TL;DR
Monitoring can be complex, especially given the number of available tools and the dynamic nature of environments.
In this article...
For further actions, you may consider blocking this person and/or reporting abuse
Definitely going to give odigos a spin. That and Prometheus. Both would be for my self hosted server stuff.
Happy to hear any feedback 😃
You also have have Zabbix, takes a little tweaking but worth the effort. We use Zabbix as it's flexible and the data insert API is so simple a preschooler could write a client side, we monitor about about 250m data points every 24hrs.
IMHO: in 2023 zabbix works only for infrastructure monitoring like hypervisor or windows/linux server/desktop, but for micro-services or local development better to use something like VictoriaMetrics/Prometheus/Netdata. I think that you know zabbix issues with SQL databases and how fast its database grow from GiB to TiB.
Great overview of monitoring tools! Having scaled our dev teams at Bubobot, I'd add a key consideration: monitoring frequency.
Most tools on this list check at 1-5 minute intervals, which can be problematic for critical services. For teams managing customer-facing applications, I recommend looking at monitoring interval as a critical factor. Our approach at Bubobot was to offer 20-second checks while preventing alert fatigue through "Confirmation Period" and "Recovery Period".
Feel free to try here bubobot.com
Just a note: you start the article talking about K8s but most of these tools are not specific to that technology. Otherwise a good roundup! I'd also add SignalFx/Splunk to the list, though they are expensive (see-also: Datadog)
I ended up with hyperdx it's also a good choice and is open source and can be self hosted. My previous choice was uptrace which is also not bad.

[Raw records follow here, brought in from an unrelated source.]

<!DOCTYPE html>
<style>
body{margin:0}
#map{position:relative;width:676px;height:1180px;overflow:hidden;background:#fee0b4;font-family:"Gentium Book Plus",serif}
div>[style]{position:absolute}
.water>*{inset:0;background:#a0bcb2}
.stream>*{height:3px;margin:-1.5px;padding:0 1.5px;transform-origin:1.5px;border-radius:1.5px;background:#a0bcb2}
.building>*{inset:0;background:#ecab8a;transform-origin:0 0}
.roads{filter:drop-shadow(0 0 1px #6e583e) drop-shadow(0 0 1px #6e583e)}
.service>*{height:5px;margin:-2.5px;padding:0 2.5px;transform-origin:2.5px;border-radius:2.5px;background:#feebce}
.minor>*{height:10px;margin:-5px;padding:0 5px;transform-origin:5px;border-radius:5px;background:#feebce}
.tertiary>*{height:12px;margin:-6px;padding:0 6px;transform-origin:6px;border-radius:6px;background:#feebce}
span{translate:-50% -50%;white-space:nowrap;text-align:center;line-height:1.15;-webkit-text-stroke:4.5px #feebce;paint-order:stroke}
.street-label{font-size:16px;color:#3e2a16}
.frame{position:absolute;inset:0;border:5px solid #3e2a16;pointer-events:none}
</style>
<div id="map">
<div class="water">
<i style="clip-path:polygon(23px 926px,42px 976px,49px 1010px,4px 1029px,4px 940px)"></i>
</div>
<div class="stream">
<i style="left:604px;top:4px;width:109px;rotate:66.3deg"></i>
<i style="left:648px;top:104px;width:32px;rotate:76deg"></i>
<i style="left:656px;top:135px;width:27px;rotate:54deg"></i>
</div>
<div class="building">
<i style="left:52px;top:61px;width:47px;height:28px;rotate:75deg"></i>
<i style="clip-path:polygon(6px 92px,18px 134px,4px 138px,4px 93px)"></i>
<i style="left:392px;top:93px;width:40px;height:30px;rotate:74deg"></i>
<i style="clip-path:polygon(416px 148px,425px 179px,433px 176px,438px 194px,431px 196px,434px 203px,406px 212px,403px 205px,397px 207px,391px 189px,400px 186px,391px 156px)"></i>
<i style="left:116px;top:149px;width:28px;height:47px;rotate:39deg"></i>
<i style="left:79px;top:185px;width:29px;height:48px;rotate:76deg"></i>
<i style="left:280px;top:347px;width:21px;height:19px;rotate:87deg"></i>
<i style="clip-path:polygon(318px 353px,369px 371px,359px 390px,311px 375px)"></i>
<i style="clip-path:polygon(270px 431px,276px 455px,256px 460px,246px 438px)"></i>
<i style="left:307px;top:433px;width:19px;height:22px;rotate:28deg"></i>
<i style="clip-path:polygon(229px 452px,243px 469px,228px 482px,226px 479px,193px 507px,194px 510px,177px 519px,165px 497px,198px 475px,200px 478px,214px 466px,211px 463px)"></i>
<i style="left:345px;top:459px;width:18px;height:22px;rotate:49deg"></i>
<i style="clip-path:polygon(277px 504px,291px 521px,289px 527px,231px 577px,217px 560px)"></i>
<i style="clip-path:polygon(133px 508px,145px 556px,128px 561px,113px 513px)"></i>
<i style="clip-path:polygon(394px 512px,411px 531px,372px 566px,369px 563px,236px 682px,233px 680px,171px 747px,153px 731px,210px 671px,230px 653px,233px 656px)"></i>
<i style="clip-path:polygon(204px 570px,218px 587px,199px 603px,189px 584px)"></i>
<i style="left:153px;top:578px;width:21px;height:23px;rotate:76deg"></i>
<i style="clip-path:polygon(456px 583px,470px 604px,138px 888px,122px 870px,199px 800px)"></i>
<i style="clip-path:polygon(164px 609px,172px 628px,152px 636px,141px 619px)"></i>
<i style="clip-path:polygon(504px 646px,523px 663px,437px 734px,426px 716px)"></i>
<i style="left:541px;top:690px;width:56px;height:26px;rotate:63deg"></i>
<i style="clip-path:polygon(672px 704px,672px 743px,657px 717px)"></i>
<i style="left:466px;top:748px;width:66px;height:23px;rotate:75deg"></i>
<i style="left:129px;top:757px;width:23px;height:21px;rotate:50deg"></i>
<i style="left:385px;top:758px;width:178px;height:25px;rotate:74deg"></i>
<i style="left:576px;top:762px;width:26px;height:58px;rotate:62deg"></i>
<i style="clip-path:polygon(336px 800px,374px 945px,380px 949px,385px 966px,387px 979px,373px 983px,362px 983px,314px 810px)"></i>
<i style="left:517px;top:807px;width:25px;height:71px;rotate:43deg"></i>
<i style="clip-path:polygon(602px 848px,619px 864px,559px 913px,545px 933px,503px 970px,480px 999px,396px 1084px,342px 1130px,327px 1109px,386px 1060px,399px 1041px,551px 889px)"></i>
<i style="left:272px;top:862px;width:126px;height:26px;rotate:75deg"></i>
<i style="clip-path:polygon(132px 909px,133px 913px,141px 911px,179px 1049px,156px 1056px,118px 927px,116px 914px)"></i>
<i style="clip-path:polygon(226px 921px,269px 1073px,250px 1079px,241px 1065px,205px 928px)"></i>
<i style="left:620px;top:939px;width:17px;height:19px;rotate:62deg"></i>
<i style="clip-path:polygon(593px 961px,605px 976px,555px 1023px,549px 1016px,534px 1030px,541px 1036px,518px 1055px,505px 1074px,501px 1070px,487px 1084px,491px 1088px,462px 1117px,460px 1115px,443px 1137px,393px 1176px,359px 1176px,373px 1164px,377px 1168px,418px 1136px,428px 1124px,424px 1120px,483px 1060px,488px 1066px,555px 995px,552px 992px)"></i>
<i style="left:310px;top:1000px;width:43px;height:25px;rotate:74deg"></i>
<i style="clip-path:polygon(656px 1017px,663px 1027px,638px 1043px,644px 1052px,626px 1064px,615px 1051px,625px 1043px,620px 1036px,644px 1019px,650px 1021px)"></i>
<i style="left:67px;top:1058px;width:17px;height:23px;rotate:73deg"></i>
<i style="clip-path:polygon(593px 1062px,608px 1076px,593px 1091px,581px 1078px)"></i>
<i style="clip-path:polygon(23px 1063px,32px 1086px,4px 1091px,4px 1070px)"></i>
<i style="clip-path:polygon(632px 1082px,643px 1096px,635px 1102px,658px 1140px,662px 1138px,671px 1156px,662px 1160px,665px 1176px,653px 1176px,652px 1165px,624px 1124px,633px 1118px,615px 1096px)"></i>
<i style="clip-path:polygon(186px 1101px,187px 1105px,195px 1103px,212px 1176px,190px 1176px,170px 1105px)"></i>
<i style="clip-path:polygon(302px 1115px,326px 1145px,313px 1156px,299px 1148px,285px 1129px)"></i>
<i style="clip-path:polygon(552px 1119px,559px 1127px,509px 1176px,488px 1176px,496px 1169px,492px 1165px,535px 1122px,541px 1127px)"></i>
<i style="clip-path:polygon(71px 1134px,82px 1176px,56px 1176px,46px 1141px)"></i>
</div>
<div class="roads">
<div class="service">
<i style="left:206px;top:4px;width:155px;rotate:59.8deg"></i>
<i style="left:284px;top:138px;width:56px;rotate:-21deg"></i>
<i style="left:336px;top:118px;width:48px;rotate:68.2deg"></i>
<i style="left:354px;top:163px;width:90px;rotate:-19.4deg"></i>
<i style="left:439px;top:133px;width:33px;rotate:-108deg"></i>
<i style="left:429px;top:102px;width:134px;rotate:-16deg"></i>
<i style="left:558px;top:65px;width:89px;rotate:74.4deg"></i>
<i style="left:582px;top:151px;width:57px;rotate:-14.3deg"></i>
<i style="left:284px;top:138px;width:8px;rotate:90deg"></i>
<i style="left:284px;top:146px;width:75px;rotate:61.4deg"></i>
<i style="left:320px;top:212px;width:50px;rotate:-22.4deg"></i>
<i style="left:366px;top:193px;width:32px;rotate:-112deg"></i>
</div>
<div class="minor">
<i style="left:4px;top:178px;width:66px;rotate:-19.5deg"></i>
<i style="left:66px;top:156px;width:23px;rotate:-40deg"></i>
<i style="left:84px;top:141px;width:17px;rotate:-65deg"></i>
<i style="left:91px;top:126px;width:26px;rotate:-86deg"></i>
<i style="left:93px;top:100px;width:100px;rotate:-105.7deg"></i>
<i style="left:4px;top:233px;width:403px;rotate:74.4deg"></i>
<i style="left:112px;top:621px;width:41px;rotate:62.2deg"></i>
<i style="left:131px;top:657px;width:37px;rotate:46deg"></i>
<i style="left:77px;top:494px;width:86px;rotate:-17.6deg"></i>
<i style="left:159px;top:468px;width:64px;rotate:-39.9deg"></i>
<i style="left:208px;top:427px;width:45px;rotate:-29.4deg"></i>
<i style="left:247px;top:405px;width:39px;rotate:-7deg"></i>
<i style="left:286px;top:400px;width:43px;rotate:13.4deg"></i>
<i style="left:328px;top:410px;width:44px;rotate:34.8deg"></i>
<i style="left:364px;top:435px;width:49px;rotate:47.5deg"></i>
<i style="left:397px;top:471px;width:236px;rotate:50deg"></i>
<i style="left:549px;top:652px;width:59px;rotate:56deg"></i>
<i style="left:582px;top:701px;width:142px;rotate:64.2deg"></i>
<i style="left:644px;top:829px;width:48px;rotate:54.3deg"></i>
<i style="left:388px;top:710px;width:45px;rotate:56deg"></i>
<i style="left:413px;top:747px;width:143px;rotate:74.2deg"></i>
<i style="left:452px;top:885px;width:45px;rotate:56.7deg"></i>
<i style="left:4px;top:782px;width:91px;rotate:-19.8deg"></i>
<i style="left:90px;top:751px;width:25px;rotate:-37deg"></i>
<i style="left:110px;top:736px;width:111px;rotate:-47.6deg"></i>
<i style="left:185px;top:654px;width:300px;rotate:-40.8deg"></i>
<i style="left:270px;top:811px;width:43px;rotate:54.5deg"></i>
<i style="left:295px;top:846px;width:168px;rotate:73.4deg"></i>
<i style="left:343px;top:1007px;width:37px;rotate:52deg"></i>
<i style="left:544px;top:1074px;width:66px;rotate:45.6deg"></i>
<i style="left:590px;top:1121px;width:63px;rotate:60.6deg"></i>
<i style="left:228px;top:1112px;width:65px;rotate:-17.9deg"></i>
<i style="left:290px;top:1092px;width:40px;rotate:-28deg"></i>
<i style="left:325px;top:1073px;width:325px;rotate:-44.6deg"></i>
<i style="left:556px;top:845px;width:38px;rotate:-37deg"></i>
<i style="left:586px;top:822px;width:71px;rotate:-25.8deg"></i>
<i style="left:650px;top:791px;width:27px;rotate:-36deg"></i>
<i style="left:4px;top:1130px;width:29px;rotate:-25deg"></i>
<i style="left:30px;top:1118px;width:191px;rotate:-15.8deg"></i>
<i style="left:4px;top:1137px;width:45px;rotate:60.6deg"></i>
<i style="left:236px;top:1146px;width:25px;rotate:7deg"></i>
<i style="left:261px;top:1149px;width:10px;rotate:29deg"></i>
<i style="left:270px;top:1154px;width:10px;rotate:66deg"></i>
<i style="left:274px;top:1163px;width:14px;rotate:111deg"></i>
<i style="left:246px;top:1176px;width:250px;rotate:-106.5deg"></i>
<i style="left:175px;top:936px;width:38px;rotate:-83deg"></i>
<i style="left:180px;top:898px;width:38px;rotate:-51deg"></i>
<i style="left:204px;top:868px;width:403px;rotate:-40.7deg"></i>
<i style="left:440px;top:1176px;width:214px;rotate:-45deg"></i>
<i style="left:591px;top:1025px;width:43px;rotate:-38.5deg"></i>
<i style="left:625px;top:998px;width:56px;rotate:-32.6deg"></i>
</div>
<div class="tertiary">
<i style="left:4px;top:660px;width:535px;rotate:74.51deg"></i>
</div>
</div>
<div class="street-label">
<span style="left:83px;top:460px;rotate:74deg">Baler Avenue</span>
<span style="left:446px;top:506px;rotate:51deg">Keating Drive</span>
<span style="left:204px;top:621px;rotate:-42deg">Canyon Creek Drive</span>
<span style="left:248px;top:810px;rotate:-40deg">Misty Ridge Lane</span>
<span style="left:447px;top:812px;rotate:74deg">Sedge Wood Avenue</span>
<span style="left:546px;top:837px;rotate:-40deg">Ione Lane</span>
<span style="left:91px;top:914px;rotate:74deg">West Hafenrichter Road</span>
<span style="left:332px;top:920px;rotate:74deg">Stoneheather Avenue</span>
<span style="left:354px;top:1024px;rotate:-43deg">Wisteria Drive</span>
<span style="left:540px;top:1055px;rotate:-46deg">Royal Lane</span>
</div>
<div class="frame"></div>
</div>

I recommend to try docs.victoriametrics.com/Single-se... for self hosted which is support ingestion metrics from DataDog or victoriametrics.cloud .
New Relic is pretty good too. It has synthetic monitoring to test and monitoring API.
downhound.com/ provides a good overview of external services that are down, in case you use any of those. Monitors several hundred services. (Disclosure: I'm the developer.)